**Record excerpts**.
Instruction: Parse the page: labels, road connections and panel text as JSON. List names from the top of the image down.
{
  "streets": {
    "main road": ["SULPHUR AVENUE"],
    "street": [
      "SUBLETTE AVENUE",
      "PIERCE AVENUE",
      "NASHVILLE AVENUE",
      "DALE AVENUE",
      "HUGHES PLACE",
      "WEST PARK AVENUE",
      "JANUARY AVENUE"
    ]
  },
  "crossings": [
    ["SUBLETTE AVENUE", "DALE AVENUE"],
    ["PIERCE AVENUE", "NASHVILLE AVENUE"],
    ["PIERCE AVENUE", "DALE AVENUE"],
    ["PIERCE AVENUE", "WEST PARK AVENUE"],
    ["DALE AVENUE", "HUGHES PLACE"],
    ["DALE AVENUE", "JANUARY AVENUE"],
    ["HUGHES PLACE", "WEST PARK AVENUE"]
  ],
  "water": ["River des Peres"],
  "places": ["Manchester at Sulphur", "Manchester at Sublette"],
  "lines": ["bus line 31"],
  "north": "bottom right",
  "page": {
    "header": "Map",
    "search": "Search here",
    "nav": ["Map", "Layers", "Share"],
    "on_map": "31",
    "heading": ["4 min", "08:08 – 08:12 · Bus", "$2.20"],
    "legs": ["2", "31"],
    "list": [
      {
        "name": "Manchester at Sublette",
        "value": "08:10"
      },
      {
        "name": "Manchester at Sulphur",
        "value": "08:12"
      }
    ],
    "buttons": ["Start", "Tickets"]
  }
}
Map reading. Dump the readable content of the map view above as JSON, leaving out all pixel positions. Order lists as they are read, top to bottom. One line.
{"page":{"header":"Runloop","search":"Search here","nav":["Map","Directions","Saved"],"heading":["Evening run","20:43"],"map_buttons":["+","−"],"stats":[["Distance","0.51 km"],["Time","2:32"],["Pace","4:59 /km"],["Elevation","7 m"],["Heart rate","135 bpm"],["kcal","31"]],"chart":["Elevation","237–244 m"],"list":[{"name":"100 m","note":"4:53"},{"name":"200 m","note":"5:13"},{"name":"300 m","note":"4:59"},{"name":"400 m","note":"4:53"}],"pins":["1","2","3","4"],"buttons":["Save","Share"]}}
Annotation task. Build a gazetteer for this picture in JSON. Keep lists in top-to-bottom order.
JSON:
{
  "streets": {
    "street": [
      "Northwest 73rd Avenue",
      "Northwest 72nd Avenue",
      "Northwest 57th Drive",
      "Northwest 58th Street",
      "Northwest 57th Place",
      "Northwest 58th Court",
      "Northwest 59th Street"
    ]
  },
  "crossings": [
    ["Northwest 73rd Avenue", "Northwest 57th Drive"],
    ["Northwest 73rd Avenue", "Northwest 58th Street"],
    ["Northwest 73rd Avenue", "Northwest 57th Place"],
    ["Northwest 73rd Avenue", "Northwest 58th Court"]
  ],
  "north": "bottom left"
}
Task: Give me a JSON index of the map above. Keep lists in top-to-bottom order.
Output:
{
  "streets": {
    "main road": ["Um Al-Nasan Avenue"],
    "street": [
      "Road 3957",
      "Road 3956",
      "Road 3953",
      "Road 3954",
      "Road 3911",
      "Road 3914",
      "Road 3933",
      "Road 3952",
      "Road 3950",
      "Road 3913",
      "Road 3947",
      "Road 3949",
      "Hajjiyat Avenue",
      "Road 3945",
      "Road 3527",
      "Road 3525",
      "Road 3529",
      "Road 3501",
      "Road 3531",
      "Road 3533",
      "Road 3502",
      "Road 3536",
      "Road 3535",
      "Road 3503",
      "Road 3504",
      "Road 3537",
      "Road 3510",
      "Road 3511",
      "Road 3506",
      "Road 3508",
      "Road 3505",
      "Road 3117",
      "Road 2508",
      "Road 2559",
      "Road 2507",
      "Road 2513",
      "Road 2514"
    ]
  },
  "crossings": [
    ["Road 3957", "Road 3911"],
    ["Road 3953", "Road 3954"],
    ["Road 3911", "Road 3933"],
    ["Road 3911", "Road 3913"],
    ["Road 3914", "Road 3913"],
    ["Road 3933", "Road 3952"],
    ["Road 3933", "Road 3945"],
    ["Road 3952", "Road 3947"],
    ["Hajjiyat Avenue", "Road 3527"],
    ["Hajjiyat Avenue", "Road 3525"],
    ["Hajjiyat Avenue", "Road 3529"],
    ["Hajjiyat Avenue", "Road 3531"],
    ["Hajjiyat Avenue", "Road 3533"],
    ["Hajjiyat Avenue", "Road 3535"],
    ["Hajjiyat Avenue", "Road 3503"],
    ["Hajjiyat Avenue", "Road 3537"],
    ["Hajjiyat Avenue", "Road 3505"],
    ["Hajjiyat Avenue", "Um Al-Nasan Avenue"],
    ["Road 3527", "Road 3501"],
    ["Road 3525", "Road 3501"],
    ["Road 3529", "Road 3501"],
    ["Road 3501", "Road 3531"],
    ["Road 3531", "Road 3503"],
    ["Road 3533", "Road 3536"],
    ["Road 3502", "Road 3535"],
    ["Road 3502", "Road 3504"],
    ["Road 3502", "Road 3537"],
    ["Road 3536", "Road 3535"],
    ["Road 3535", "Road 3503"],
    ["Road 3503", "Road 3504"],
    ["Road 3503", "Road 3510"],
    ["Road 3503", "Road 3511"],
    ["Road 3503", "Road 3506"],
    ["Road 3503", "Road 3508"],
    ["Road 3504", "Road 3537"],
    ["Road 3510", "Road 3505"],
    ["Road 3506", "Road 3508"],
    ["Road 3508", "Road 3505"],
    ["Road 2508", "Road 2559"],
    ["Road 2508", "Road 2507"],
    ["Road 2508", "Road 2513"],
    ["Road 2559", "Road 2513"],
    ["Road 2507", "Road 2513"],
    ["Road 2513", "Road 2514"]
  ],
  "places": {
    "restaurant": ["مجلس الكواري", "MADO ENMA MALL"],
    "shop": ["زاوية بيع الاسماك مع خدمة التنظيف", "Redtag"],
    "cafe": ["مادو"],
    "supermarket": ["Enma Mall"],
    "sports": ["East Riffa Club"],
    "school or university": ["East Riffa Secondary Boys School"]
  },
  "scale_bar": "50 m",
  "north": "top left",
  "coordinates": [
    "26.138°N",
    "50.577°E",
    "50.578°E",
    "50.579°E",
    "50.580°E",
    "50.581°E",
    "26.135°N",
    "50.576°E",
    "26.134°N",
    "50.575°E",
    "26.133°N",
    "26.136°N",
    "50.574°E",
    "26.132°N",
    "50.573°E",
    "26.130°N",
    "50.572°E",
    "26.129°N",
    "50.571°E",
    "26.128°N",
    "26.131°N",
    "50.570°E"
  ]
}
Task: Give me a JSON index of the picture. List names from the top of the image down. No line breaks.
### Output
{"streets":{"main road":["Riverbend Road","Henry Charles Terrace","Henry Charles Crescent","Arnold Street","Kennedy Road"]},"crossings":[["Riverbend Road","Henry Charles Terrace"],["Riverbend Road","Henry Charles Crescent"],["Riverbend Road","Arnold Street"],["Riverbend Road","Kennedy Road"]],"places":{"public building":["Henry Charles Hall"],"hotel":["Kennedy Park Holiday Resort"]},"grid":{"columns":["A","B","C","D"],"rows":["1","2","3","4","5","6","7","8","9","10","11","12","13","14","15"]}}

**Problem details**.
Each line of the data is to be transcribed exactly, with nothing left out.

**Task answer**.
Instruction: Parse the page: labels, road connections and panel text as JSON. List names from the top of the image down.
{
  "streets": {
    "main road": ["SULPHUR AVENUE"],
    "street": [
      "SUBLETTE AVENUE",
      "PIERCE AVENUE",
      "NASHVILLE AVENUE",
      "DALE AVENUE",
      "HUGHES PLACE",
      "WEST PARK AVENUE",
      "JANUARY AVENUE"
    ]
  },
  "crossings": [
    ["SUBLETTE AVENUE", "DALE AVENUE"],
    ["PIERCE AVENUE", "NASHVILLE AVENUE"],
    ["PIERCE AVENUE", "DALE AVENUE"],
    ["PIERCE AVENUE", "WEST PARK AVENUE"],
    ["DALE AVENUE", "HUGHES PLACE"],
    ["DALE AVENUE", "JANUARY AVENUE"],
    ["HUGHES PLACE", "WEST PARK AVENUE"]
  ],
  "water": ["River des Peres"],
  "places": ["Manchester at Sulphur", "Manchester at Sublette"],
  "lines": ["bus line 31"],
  "north": "bottom right",
  "page": {
    "header": "Map",
    "search": "Search here",
    "nav": ["Map", "Layers", "Share"],
    "on_map": "31",
    "heading": ["4 min", "08:08 – 08:12 · Bus", "$2.20"],
    "legs": ["2", "31"],
    "list": [
      {
        "name": "Manchester at Sublette",
        "value": "08:10"
      },
      {
        "name": "Manchester at Sulphur",
        "value": "08:12"
      }
    ],
    "buttons": ["Start", "Tickets"]
  }
}
Map reading. Dump the readable content of the map view above as JSON, leaving out all pixel positions. Order lists as they are read, top to bottom. One line.
{"page":{"header":"Runloop","search":"Search here","nav":["Map","Directions","Saved"],"heading":["Evening run","20:43"],"map_buttons":["+","−"],"stats":[["Distance","0.51 km"],["Time","2:32"],["Pace","4:59 /km"],["Elevation","7 m"],["Heart rate","135 bpm"],["kcal","31"]],"chart":["Elevation","237–244 m"],"list":[{"name":"100 m","note":"4:53"},{"name":"200 m","note":"5:13"},{"name":"300 m","note":"4:59"},{"name":"400 m","note":"4:53"}],"pins":["1","2","3","4"],"buttons":["Save","Share"]}}
Annotation task. Build a gazetteer for this picture in JSON. Keep lists in top-to-bottom order.
JSON:
{
  "streets": {
    "street": [
      "Northwest 73rd Avenue",
      "Northwest 72nd Avenue",
      "Northwest 57th Drive",
      "Northwest 58th Street",
      "Northwest 57th Place",
      "Northwest 58th Court",
      "Northwest 59th Street"
    ]
  },
  "crossings": [
    ["Northwest 73rd Avenue", "Northwest 57th Drive"],
    ["Northwest 73rd Avenue", "Northwest 58th Street"],
    ["Northwest 73rd Avenue", "Northwest 57th Place"],
    ["Northwest 73rd Avenue", "Northwest 58th Court"]
  ],
  "north": "bottom left"
}
Task: Give me a JSON index of the map above. Keep lists in top-to-bottom order.
Output:
{
  "streets": {
    "main road": ["Um Al-Nasan Avenue"],
    "street": [
      "Road 3957",
      "Road 3956",
      "Road 3953",
      "Road 3954",
      "Road 3911",
      "Road 3914",
      "Road 3933",
      "Road 3952",
      "Road 3950",
      "Road 3913",
      "Road 3947",
      "Road 3949",
      "Hajjiyat Avenue",
      "Road 3945",
      "Road 3527",
      "Road 3525",
      "Road 3529",
      "Road 3501",
      "Road 3531",
      "Road 3533",
      "Road 3502",
      "Road 3536",
      "Road 3535",
      "Road 3503",
      "Road 3504",
      "Road 3537",
      "Road 3510",
      "Road 3511",
      "Road 3506",
      "Road 3508",
      "Road 3505",
      "Road 3117",
      "Road 2508",
      "Road 2559",
      "Road 2507",
      "Road 2513",
      "Road 2514"
    ]
  },
  "crossings": [
    ["Road 3957", "Road 3911"],
    ["Road 3953", "Road 3954"],
    ["Road 3911", "Road 3933"],
    ["Road 3911", "Road 3913"],
    ["Road 3914", "Road 3913"],
    ["Road 3933", "Road 3952"],
    ["Road 3933", "Road 3945"],
    ["Road 3952", "Road 3947"],
    ["Hajjiyat Avenue", "Road 3527"],
    ["Hajjiyat Avenue", "Road 3525"],
    ["Hajjiyat Avenue", "Road 3529"],
    ["Hajjiyat Avenue", "Road 3531"],
    ["Hajjiyat Avenue", "Road 3533"],
    ["Hajjiyat Avenue", "Road 3535"],
    ["Hajjiyat Avenue", "Road 3503"],
    ["Hajjiyat Avenue", "Road 3537"],
    ["Hajjiyat Avenue", "Road 3505"],
    ["Hajjiyat Avenue", "Um Al-Nasan Avenue"],
    ["Road 3527", "Road 3501"],
    ["Road 3525", "Road 3501"],
    ["Road 3529", "Road 3501"],
    ["Road 3501", "Road 3531"],
    ["Road 3531", "Road 3503"],
    ["Road 3533", "Road 3536"],
    ["Road 3502", "Road 3535"],
    ["Road 3502", "Road 3504"],
    ["Road 3502", "Road 3537"],
    ["Road 3536", "Road 3535"],
    ["Road 3535", "Road 3503"],
    ["Road 3503", "Road 3504"],
    ["Road 3503", "Road 3510"],
    ["Road 3503", "Road 3511"],
    ["Road 3503", "Road 3506"],
    ["Road 3503", "Road 3508"],
    ["Road 3504", "Road 3537"],
    ["Road 3510", "Road 3505"],
    ["Road 3506", "Road 3508"],
    ["Road 3508", "Road 3505"],
    ["Road 2508", "Road 2559"],
    ["Road 2508", "Road 2507"],
    ["Road 2508", "Road 2513"],
    ["Road 2559", "Road 2513"],
    ["Road 2507", "Road 2513"],
    ["Road 2513", "Road 2514"]
  ],
  "places": {
    "restaurant": ["مجلس الكواري", "MADO ENMA MALL"],
    "shop": ["زاوية بيع الاسماك مع خدمة التنظيف", "Redtag"],
    "cafe": ["مادو"],
    "supermarket": ["Enma Mall"],
    "sports": ["East Riffa Club"],
    "school or university": ["East Riffa Secondary Boys School"]
  },
  "scale_bar": "50 m",
  "north": "top left",
  "coordinates": [
    "26.138°N",
    "50.577°E",
    "50.578°E",
    "50.579°E",
    "50.580°E",
    "50.581°E",
    "26.135°N",
    "50.576°E",
    "26.134°N",
    "50.575°E",
    "26.133°N",
    "26.136°N",
    "50.574°E",
    "26.132°N",
    "50.573°E",
    "26.130°N",
    "50.572°E",
    "26.129°N",
    "50.571°E",
    "26.128°N",
    "26.131°N",
    "50.570°E"
  ]
}
Task: Give me a JSON index of the picture. List names from the top of the image down. No line breaks.
### Output
{"streets":{"main road":["Riverbend Road","Henry Charles Terrace","Henry Charles Crescent","Arnold Street","Kennedy Road"]},"crossings":[["Riverbend Road","Henry Charles Terrace"],["Riverbend Road","Henry Charles Crescent"],["Riverbend Road","Arnold Street"],["Riverbend Road","Kennedy Road"]],"places":{"public building":["Henry Charles Hall"],"hotel":["Kennedy Park Holiday Resort"]},"grid":{"columns":["A","B","C","D"],"rows":["1","2","3","4","5","6","7","8","9","10","11","12","13","14","15"]}}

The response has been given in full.